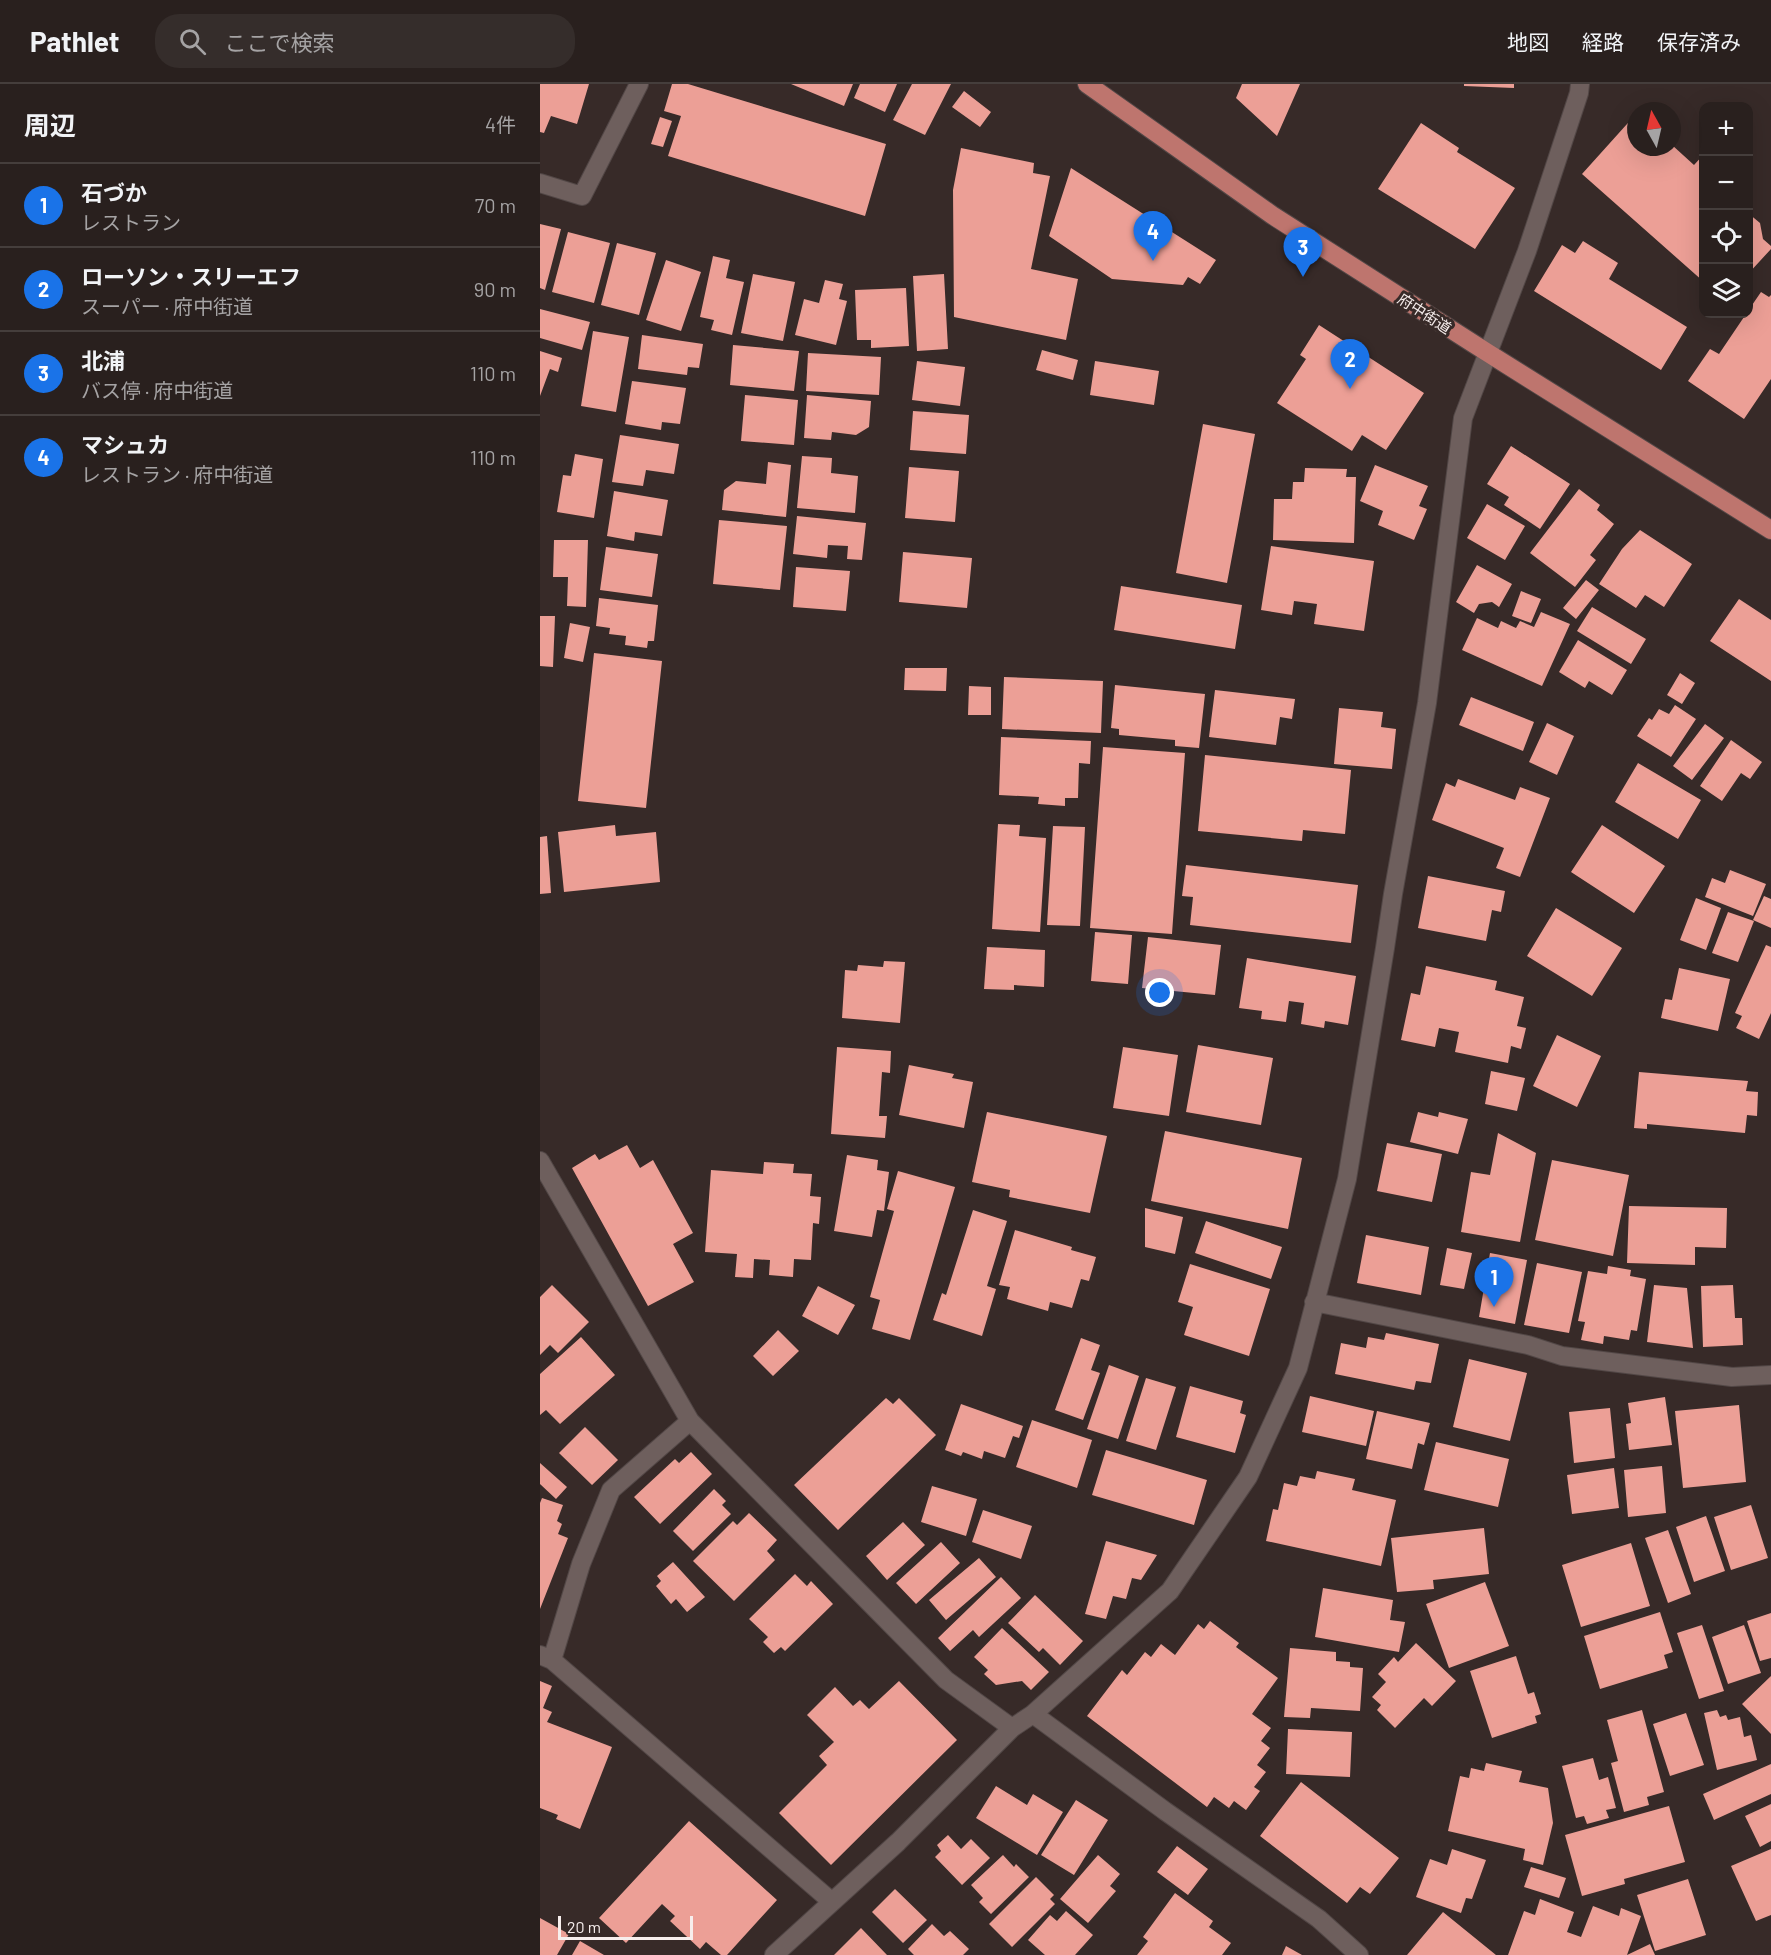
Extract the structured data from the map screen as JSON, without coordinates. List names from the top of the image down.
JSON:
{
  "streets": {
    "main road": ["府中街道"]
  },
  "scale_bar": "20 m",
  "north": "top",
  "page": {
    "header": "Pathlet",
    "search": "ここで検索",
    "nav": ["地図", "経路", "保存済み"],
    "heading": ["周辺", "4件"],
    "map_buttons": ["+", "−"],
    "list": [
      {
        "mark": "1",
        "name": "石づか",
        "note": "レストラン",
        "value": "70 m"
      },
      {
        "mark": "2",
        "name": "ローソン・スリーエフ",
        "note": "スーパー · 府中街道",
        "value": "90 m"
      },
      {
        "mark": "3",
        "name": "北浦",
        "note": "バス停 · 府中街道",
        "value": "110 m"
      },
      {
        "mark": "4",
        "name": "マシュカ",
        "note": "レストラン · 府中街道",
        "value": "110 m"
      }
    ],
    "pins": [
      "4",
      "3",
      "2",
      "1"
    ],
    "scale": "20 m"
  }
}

Work task |
Please copy out the entries above exactly as they appear, but skip their images.

Reply to the task |
Extract the structured data from the map screen as JSON, without coordinates. List names from the top of the image down.
JSON:
{
  "streets": {
    "main road": ["府中街道"]
  },
  "scale_bar": "20 m",
  "north": "top",
  "page": {
    "header": "Pathlet",
    "search": "ここで検索",
    "nav": ["地図", "経路", "保存済み"],
    "heading": ["周辺", "4件"],
    "map_buttons": ["+", "−"],
    "list": [
      {
        "mark": "1",
        "name": "石づか",
        "note": "レストラン",
        "value": "70 m"
      },
      {
        "mark": "2",
        "name": "ローソン・スリーエフ",
        "note": "スーパー · 府中街道",
        "value": "90 m"
      },
      {
        "mark": "3",
        "name": "北浦",
        "note": "バス停 · 府中街道",
        "value": "110 m"
      },
      {
        "mark": "4",
        "name": "マシュカ",
        "note": "レストラン · 府中街道",
        "value": "110 m"
      }
    ],
    "pins": [
      "4",
      "3",
      "2",
      "1"
    ],
    "scale": "20 m"
  }
}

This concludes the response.